* DESCRIPTION OF THE TASK:
Among the records that follow, how many lines include the string "color"? Only the number is wanted.

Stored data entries
☆ ☆ ☆ ☆ ☆
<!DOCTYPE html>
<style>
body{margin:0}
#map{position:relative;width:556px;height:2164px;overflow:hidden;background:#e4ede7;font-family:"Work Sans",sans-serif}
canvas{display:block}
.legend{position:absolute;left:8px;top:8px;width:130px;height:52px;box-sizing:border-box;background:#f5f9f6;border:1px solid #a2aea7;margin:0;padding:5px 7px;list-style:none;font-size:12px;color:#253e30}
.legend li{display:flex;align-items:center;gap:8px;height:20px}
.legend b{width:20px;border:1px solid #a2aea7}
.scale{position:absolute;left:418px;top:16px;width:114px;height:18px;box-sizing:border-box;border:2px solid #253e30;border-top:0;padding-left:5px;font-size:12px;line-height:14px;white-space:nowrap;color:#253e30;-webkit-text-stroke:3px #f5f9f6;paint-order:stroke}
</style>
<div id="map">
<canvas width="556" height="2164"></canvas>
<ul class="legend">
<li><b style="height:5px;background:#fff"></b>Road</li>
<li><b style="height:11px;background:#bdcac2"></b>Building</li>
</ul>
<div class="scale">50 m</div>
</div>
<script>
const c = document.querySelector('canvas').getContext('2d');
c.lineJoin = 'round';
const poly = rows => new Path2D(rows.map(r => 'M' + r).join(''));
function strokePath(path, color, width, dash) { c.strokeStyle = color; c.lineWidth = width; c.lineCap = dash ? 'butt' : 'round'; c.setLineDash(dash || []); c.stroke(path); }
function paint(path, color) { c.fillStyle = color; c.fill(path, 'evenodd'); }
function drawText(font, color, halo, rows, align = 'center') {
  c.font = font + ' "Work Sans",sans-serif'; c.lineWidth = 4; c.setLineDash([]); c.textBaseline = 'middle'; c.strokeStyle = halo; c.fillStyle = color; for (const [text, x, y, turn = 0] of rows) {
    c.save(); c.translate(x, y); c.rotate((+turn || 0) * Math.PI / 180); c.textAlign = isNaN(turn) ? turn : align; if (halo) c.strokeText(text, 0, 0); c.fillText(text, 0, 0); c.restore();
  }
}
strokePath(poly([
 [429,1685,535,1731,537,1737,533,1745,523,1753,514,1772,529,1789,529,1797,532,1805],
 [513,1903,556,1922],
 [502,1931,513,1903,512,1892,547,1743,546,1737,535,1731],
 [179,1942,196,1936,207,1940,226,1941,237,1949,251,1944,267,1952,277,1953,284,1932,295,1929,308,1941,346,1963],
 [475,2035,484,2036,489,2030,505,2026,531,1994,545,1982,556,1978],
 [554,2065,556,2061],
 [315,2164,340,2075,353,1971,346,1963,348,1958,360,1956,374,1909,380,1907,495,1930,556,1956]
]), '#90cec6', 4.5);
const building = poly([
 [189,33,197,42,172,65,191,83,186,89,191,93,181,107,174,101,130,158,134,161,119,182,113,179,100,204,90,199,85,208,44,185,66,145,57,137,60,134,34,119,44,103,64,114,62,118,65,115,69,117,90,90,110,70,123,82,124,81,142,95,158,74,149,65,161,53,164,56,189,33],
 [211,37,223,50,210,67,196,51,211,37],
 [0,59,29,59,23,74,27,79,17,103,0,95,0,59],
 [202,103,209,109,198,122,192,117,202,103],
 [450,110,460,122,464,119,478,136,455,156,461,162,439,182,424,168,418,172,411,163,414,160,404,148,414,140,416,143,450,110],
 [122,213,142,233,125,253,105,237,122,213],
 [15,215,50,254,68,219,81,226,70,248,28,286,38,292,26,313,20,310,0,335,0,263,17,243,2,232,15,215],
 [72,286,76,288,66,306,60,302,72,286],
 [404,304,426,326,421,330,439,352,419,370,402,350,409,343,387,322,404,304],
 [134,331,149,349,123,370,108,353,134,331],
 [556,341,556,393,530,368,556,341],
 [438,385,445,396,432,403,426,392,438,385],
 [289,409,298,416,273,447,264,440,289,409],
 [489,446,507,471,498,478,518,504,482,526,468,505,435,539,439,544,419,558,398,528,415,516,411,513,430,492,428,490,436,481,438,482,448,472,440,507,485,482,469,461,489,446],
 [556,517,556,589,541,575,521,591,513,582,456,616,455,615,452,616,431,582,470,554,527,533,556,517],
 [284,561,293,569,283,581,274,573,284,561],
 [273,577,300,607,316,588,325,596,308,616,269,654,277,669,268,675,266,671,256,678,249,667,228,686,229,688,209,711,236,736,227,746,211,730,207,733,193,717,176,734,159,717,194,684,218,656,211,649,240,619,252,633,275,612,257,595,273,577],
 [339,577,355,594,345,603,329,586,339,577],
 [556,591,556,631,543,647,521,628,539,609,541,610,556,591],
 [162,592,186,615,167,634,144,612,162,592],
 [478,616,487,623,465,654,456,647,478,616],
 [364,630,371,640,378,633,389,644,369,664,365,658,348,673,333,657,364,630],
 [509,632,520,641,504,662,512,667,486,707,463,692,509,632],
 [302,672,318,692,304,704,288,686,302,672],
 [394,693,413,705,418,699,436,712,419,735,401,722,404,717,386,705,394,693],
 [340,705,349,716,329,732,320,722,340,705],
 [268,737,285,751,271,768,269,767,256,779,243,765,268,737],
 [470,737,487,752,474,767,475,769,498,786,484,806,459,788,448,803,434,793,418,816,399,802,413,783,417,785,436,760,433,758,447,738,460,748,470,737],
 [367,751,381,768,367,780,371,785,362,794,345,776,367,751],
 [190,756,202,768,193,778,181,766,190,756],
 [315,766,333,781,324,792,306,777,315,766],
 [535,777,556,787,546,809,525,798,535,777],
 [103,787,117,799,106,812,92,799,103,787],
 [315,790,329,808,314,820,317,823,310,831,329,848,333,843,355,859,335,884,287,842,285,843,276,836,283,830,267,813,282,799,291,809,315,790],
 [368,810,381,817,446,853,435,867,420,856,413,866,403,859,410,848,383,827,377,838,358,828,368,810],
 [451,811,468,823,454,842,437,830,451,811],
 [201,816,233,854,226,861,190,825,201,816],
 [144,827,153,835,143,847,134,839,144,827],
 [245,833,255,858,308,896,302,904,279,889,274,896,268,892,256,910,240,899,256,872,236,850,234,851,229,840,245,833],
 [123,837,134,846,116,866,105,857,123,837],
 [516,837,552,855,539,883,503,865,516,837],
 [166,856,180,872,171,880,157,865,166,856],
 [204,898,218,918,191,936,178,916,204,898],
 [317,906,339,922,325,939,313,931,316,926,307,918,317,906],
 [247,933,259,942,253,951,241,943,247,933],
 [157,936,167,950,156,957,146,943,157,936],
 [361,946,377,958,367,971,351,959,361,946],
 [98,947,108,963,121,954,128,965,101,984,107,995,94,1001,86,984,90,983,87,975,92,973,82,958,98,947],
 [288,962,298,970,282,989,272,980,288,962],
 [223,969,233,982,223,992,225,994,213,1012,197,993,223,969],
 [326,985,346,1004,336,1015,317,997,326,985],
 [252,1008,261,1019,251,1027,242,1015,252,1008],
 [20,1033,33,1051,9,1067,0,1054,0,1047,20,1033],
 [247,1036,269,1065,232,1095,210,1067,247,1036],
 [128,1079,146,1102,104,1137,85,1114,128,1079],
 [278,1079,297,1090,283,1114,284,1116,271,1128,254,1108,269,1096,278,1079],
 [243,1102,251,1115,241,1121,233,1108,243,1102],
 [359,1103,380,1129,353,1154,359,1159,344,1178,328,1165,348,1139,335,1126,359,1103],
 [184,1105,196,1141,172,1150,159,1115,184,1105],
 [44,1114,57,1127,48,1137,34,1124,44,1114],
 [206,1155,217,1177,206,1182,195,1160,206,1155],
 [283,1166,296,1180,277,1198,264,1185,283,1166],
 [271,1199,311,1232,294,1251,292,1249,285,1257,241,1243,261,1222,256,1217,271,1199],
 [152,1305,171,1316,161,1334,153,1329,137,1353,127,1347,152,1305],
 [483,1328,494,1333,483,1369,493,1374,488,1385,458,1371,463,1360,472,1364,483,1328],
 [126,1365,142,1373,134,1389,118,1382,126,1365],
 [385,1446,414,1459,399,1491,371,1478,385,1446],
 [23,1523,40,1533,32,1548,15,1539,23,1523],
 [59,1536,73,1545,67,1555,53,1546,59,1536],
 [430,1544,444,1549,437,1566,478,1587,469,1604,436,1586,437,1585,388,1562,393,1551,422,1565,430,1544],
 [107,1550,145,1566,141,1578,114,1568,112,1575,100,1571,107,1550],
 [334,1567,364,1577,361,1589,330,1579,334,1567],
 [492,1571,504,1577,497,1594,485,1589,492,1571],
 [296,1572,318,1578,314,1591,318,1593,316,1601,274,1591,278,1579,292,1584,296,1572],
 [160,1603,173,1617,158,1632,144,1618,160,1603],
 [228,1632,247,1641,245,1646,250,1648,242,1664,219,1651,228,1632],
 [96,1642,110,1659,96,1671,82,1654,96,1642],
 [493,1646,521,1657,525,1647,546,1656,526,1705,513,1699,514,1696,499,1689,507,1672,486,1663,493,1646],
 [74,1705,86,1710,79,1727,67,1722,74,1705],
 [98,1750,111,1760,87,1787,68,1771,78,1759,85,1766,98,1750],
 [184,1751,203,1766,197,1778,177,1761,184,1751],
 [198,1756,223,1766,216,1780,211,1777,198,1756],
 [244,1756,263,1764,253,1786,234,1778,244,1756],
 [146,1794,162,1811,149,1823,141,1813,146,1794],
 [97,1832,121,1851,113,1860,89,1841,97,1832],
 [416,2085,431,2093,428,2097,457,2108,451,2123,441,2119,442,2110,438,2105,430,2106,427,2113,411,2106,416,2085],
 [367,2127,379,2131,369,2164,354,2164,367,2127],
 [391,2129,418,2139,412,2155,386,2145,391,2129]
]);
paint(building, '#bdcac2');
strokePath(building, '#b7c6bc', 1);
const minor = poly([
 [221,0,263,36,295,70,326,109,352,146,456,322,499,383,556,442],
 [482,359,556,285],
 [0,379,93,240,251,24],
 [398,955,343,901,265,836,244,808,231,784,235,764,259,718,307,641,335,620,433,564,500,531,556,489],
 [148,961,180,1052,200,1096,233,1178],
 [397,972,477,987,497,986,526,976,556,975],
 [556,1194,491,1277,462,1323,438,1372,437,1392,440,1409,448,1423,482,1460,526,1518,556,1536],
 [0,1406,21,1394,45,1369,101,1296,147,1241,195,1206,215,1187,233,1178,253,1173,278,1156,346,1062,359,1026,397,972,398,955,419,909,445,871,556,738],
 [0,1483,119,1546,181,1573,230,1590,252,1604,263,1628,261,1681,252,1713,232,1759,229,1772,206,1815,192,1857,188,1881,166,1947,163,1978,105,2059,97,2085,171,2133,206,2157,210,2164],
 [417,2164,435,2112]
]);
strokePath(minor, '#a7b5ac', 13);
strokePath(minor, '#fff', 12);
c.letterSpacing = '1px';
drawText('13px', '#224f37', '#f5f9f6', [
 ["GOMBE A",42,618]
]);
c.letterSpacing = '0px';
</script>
☆ ☆ ☆ ☆ ☆
* FINISHED EXERCISE:
6